Fokus

Pendiri Falun Gong, Mr. Li Hongzhi Mempublikasikan “Mengapa Ada Umat Manusia”

Tn. Li Hongzhi adalah pendiri disiplin spiritual Falun Gong. Latihan ini menggabungkan meditasi dan latihan lembut dengan filosofi moral yang berpusat pada prinsip sejati, baik, dan sabar.

Setelah Tn. Li memperkenalkan latihan itu kepada publik di Tiongkok pada awal 1990-an, sekitar 100 juta orang mulai berlatih. Sejak itu, latihan ini telah menyebar ke lebih dari 100 negara di seluruh dunia.

Meski demikian, di Tiongkok, latihan tersebut telah mengalami penganiayaan ekstrem oleh Partai Komunis Tiongkok (PKT). Penganiayaan itu termasuk kampanye propaganda kebencian dan sensor oleh PKT, baik di Tiongkok maupun di Barat. NTD, pada kesempatan Tahun Baru Imlek, merasa terhormat untuk memberikan platform kepada Tn. Li.

Tn. Li adalah nominator untuk Hadiah Nobel Perdamaian sebanyak empat kali, dan dinominasikan oleh Parlemen Eropa untuk Hadiah Sakharov, untuk kebebasan berpikir. Dia juga adalah penerima Penghargaan Kebebasan Beragama Internasional Freedom House.

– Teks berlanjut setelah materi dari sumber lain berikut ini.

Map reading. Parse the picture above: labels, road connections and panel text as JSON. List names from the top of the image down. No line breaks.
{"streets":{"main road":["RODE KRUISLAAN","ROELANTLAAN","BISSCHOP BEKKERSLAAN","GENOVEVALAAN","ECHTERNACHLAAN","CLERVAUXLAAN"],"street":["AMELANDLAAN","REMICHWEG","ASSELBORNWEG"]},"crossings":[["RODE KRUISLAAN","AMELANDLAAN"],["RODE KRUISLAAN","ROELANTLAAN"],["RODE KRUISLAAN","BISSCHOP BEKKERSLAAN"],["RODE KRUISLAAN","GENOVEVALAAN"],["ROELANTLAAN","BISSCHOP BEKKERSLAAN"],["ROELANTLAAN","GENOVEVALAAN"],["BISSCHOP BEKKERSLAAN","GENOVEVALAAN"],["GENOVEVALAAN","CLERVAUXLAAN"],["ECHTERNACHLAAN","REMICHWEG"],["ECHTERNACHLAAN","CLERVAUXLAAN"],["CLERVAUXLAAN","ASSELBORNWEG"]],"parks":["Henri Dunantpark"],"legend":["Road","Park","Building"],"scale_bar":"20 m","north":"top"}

Tn. Li adalah penulis buku “Zhuan Falun,” yang telah telah diterjemahkan ke dalam 40 bahasa.

Berikut ini adalah artikel “Mengapa Ada Umat Manusia” oleh Tn. Li, diterjemahkan dari bahasa Mandarin.

***

Mengapa Ada Umat Manusia

Pertama-tama menyapa Anda semua pada kesempatan Tahun Baru Imlek ini!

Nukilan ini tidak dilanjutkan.